Le Retour de Silas Jones

(Crooked Letter, Crooked Letter)

  1. Deux hommes et le Mississippi

    Silas Jones, orphelin de père, vit avec sa mère dans des conditions difficiles. Il aime à passer du temps dans les bois et à s'entraîner au base-ball. Il aurait bien envie de jouer avec Larry Ott, qui a l'air bien sympa, mais Larry est blanc, et pour l'enfant noir qu'il est, dans le Mississippi des années 1970, un tel rapprochement n'est pas permis.
    Quelques décennies plus tard, une adolescente disparaît et les deux hommes vont de nouveau être amenés à se croiser. Silas est devenu constable, tandis que Larry, accusé de la disparition d'une jeune fille mais non condamné – faute de preuves suffisantes – essaie tant bien que mal de rester debout face au harcèlement permanent d'une partie des habitants, qui font de lui le coupable tout désigné de cette nouvelle affaire du fait de son passé obscur.

    Tom Franklin est un de ces auteurs qui nous prouvent qu'on peut très bien tenir le lecteur en haleine sans recourir systématiquement aux tueurs en série ou aux courses-poursuites de bolides. Qu'on peut décrire des personnages en profondeur, ou des paysages bucoliques, sans que l'on ne s'ennuie un seul instant.
    Que ce soit durant leur enfance, dans les années 1970, ou aujourd'hui, les personnages de Silas et Larry – on les suit en alternance – sont décrits avec beaucoup de justesse, y compris dans leur relation, ambiguë, dont on découvre peu à peu de nouveaux aspects.

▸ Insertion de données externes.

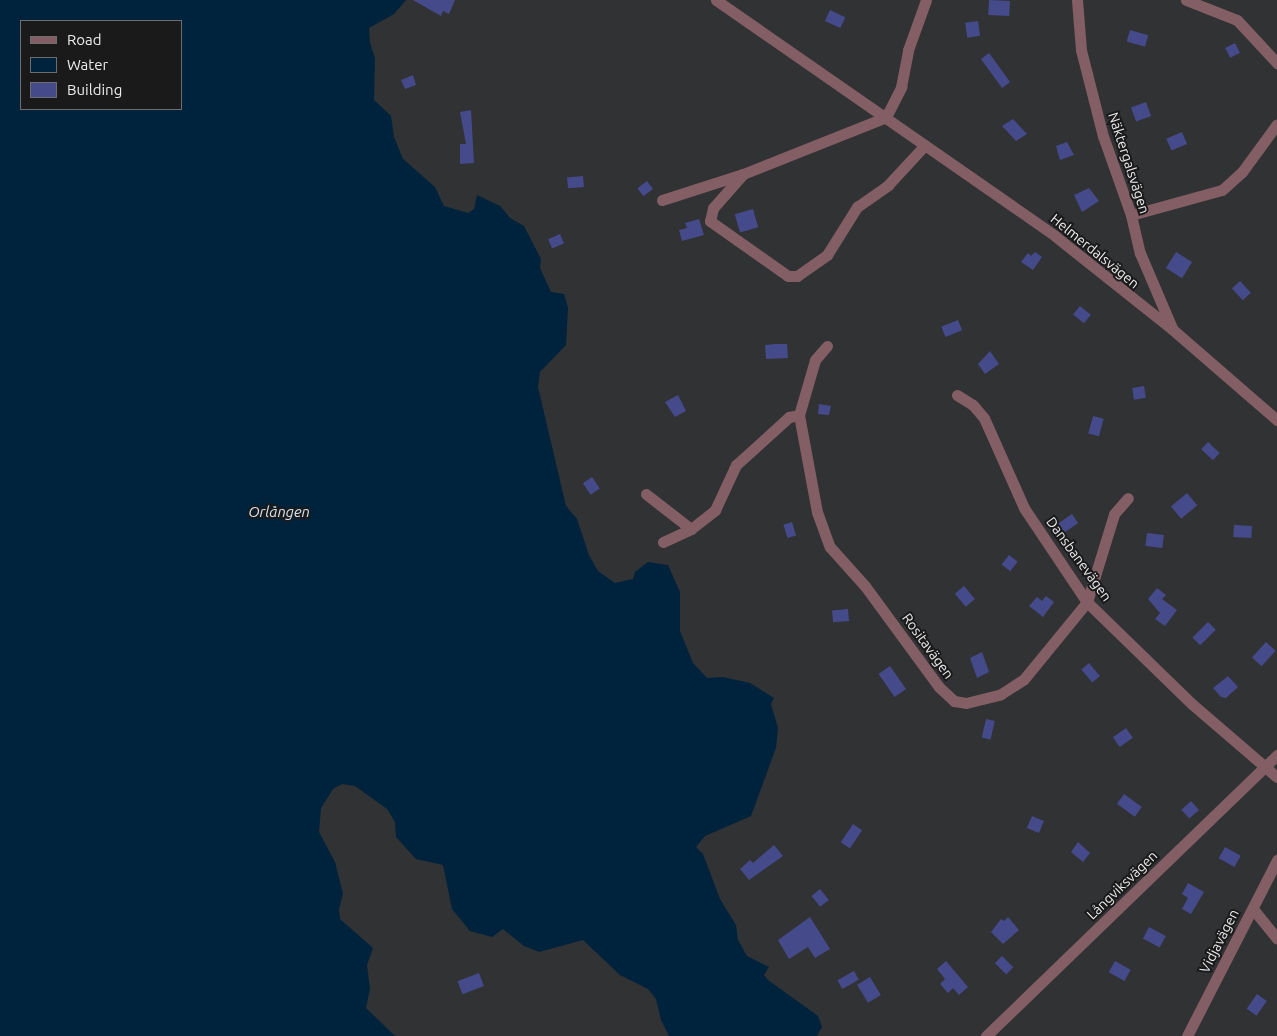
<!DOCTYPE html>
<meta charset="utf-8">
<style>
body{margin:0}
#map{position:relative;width:1277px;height:1036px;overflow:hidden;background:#313234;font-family:Ubuntu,sans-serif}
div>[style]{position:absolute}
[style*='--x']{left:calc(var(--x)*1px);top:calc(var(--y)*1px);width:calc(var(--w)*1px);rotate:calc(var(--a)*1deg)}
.water>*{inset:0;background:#00233d}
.building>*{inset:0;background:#454a8b;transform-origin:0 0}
.minor>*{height:11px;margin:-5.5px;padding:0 5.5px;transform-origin:5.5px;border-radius:5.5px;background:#835f65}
span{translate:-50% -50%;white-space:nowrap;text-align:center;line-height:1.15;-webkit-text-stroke:4px #1a1a1b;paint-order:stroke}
.street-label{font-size:14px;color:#ebeced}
.water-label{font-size:15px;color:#d4e4f3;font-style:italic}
.legend{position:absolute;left:20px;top:20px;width:162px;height:90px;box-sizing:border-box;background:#1a1a1b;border:1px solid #6e6e6f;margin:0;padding:6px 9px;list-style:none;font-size:15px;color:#ebeced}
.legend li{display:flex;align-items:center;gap:10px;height:25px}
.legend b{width:25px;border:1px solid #6e6e6f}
</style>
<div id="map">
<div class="water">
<div style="clip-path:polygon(evenodd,0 0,406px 0,394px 14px,369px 28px,370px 43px,375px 58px,374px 100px,391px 116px,394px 137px,403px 159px,435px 187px,444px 206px,468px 213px,474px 209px,477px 195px,500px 206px,510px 218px,524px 226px,541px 259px,540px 268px,551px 292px,564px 294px,568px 308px,566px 345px,540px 372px,538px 387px,566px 506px,577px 519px,589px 555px,598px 571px,615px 583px,633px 579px,635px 572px,648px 562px,668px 565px,680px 592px,680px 631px,693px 663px,707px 678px,723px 677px,750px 683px,774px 698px,771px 704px,778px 728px,776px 748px,751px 816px,705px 836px,696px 847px,703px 854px,720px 899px,736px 925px,738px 940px,747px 956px,769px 967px,764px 975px,768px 980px,818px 1016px,822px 1027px,817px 1036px,669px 1036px,661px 1020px,656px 999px,648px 989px,620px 975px,583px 940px,539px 952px,524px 946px,503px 929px,492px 937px,470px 931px,452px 909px,443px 865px,416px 859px,396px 837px,395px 822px,387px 809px,355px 786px,342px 784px,333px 789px,321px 808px,319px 832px,335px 862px,343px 894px,339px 909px,340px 919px,373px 948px,367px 965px,370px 989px,366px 1008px,395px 1036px,0 1036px,0 0,21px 21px,181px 21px,181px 109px,21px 109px,21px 21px)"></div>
</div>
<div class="building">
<div style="clip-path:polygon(413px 0,455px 0,449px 14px,443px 11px,441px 16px)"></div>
<div style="left:989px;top:0;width:21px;height:15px;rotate:3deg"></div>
<div style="left:830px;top:10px;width:17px;height:12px;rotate:25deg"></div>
<div style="left:978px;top:21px;width:15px;height:13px;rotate:82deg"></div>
<div style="left:1130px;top:30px;width:19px;height:12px;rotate:16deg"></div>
<div style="left:1235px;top:43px;width:11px;height:11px;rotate:63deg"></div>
<div style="left:989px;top:53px;width:36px;height:10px;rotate:54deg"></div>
<div style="clip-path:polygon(413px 75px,416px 85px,405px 89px,401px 80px)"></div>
<div style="left:1146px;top:102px;width:15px;height:16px;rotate:70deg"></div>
<div style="clip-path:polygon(471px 110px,474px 163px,460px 164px,460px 144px,466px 144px,460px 112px)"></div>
<div style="clip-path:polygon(1013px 119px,1027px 134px,1016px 141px,1002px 126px)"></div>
<div style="left:1182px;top:132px;width:13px;height:17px;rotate:67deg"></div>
<div style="clip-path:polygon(1067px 142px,1074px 155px,1060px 160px,1056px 146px)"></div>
<div style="left:583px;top:176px;width:11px;height:16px;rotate:85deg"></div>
<div style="left:647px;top:181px;width:10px;height:12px;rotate:53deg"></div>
<div style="clip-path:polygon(1089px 188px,1099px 201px,1082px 212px,1074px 195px)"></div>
<div style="left:753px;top:209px;width:19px;height:19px;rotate:74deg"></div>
<div style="clip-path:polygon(699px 219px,704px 235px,682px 241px,679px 230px,687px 228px,685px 223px)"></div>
<div style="left:560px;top:234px;width:10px;height:13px;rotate:66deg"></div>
<div style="clip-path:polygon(1035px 252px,1042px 257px,1033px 270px,1021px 262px,1028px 253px,1031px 256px)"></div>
<div style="left:1176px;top:252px;width:19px;height:19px;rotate:32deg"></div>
<div style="left:1240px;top:281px;width:16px;height:11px;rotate:47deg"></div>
<div style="left:1080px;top:306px;width:14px;height:11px;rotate:39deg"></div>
<div style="left:958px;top:320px;width:11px;height:18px;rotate:68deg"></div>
<div style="clip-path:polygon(776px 344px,787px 344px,788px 358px,766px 359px,765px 345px)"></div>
<div style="clip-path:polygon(990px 351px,999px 364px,985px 374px,978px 364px)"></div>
<div style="left:1144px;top:386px;width:12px;height:12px;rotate:81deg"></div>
<div style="clip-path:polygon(678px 395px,686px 411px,675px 417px,665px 402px)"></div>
<div style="clip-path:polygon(819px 404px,831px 406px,829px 415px,818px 414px)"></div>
<div style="left:1093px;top:416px;width:11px;height:18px;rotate:15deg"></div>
<div style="left:1208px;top:442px;width:16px;height:10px;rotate:43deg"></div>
<div style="left:592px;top:477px;width:14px;height:11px;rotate:56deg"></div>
<div style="left:1187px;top:493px;width:16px;height:21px;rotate:50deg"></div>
<div style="left:1072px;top:514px;width:11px;height:17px;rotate:56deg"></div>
<div style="left:792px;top:522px;width:14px;height:9px;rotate:73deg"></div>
<div style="left:1234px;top:525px;width:18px;height:12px;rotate:3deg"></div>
<div style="left:1147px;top:533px;width:17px;height:13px;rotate:7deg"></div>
<div style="left:1009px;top:555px;width:11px;height:12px;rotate:38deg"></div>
<div style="left:964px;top:586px;width:17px;height:12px;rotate:50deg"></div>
<div style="clip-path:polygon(1157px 588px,1166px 595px,1162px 599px,1177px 610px,1165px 626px,1155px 619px,1160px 613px,1148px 599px)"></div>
<div style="clip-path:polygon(1046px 596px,1054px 602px,1043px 617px,1029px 606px,1037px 597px,1042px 601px)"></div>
<div style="left:848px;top:609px;width:12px;height:16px;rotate:85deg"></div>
<div style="left:1208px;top:622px;width:11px;height:22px;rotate:45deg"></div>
<div style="left:1266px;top:642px;width:13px;height:21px;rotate:42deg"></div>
<div style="clip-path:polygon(982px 652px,989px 672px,977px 678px,970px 658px)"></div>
<div style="left:1089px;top:663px;width:17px;height:10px;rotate:50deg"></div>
<div style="left:890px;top:666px;width:28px;height:14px;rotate:55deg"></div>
<div style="clip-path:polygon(1228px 676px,1238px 687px,1226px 698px,1221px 697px,1213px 688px)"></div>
<div style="left:986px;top:719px;width:9px;height:19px;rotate:13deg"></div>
<div style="left:1126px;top:728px;width:12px;height:16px;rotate:55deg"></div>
<div style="left:1124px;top:794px;width:22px;height:12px;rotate:36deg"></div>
<div style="left:1191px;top:801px;width:12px;height:13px;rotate:48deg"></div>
<div style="left:1032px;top:816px;width:13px;height:13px;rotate:23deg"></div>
<div style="left:853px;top:824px;width:11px;height:22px;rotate:34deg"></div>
<div style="clip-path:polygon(1078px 842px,1090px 853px,1083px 862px,1071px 852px)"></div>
<div style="clip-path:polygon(774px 845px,783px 856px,749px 880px,740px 869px,750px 860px,753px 863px)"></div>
<div style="left:1225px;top:847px;width:18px;height:13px;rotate:29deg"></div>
<div style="clip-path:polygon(1188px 883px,1204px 892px,1191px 914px,1182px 909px,1188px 898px,1182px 894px)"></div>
<div style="left:820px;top:889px;width:14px;height:11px;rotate:51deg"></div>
<div style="clip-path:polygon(810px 917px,830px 949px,815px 958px,808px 947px,789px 959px,778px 940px)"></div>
<div style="clip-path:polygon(1008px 917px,1019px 930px,1003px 944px,991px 932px,1001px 919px,1004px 921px)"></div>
<div style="left:1149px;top:927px;width:19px;height:13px;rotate:28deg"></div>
<div style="left:1002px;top:956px;width:16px;height:10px;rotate:45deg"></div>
<div style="clip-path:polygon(946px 961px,968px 987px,959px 995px,953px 988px,948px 993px,940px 984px,945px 979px,937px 969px)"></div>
<div style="left:1115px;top:961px;width:18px;height:13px;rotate:29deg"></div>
<div style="left:854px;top:971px;width:10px;height:19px;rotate:61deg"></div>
<div style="left:479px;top:973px;width:14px;height:23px;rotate:69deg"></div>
<div style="left:870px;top:977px;width:21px;height:15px;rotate:59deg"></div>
<div style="left:1257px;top:994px;width:12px;height:18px;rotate:35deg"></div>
</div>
<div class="minor">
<div style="--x:716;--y:0;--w:413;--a:34.8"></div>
<div style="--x:1055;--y:236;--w:149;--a:38.5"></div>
<div style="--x:1172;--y:329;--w:139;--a:40.9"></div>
<div style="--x:1077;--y:0;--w:50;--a:85.4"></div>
<div style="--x:1081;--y:50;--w:89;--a:75.7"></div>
<div style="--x:1103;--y:136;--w:84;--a:70.5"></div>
<div style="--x:1131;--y:215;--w:39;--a:77"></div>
<div style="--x:1140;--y:253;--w:82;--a:66.9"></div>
<div style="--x:1186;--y:0;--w:55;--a:21.4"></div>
<div style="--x:1237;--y:20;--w:59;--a:47.1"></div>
<div style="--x:743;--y:174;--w:45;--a:131.4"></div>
<div style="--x:713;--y:208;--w:13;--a:103"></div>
<div style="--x:710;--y:221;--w:95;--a:35.2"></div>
<div style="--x:788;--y:276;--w:9;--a:0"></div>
<div style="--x:797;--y:276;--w:37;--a:-35"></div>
<div style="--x:827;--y:255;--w:57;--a:-58"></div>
<div style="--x:857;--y:207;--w:38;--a:-35"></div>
<div style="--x:888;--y:185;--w:54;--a:-47.2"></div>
<div style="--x:662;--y:200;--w:85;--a:-17.8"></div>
<div style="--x:743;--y:174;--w:154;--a:-21.7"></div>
<div style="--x:886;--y:117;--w:34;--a:-63"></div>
<div style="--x:901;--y:87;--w:38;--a:-79"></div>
<div style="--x:908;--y:50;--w:53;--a:-70.2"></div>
<div style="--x:1131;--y:215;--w:94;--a:-15.4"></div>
<div style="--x:1222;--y:190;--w:27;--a:-42"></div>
<div style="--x:1242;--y:172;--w:59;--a:-53.9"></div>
<div style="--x:827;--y:346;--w:18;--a:131"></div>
<div style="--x:815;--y:360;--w:57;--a:106.2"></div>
<div style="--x:799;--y:415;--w:99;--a:79.5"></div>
<div style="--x:817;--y:512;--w:37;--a:70"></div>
<div style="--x:830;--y:547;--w:52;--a:48.1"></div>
<div style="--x:865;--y:586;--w:125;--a:53.8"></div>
<div style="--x:939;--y:687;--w:21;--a:43"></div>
<div style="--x:954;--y:701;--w:12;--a:9"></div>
<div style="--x:966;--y:703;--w:36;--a:-14"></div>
<div style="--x:1001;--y:694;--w:27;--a:-33"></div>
<div style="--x:1024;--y:679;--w:99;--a:-50.7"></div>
<div style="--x:1087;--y:602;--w:92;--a:-72.9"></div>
<div style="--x:1114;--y:514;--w:21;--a:-49"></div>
<div style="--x:957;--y:395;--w:19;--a:32"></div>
<div style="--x:973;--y:405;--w:17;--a:50"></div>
<div style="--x:984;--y:418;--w:98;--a:66"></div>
<div style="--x:1024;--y:508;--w:113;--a:56.2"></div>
<div style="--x:1087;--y:602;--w:146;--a:44.2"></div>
<div style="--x:1192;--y:704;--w:112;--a:40.7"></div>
<div style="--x:646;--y:494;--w:57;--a:37.9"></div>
<div style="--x:663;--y:542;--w:31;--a:-25"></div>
<div style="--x:691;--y:529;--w:31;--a:-38"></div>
<div style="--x:715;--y:510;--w:50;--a:-65"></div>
<div style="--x:736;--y:465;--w:72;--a:-42.2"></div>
<div style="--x:789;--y:417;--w:10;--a:-11"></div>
<div style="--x:1253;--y:909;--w:38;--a:51"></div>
<div style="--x:986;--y:1036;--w:405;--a:-44"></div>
<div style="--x:1187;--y:1036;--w:198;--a:-62.9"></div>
</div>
<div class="street-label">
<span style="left:1129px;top:163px;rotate:72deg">Näktergalsvägen</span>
<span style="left:1095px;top:251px;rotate:39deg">Helmerdalsvägen</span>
<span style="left:1079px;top:559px;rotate:54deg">Dansbanevägen</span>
<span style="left:928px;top:646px;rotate:54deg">Rositavägen</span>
<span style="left:1122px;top:885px;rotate:-44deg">Långviksvägen</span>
<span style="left:1219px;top:941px;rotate:-63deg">Vidjavägen</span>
</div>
<div class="water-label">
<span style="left:279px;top:512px">Orlången</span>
</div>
<ul class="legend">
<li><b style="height:6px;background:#835f65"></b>Road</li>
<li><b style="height:14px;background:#00233d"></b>Water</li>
<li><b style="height:14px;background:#454a8b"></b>Building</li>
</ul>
</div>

A ces personnages des plus réussis s'ajoute cette immersion dans un patelin rural du Mississippi (Chabot, 500 habitants) qui rappelle par moment l'excellent 1275 âmes de Jim Thompson.

    Le retour de Silas Jones – bien plus sage que Smonk, redoutable western foutraque et bourré de testostérone – est un magnifique roman nous prouvant, s'il en était encore besoin, que Tom Franklin est avant tout un excellent raconteur d'histoires. Il se dégage vraiment quelque chose de ce texte, qui fait qu'en refermant la dernière page on se dit qu'on serait bien resté encore un moment au Mississippi avec Silas et Larry.
    Voilà un très beau texte qui devrait plaire, en particulier à ceux qui ont apprécié le superbe Julius Winsome de Gerard Donovan, avec qui il partage quelques points communs (poésie des mots, présence de la nature...).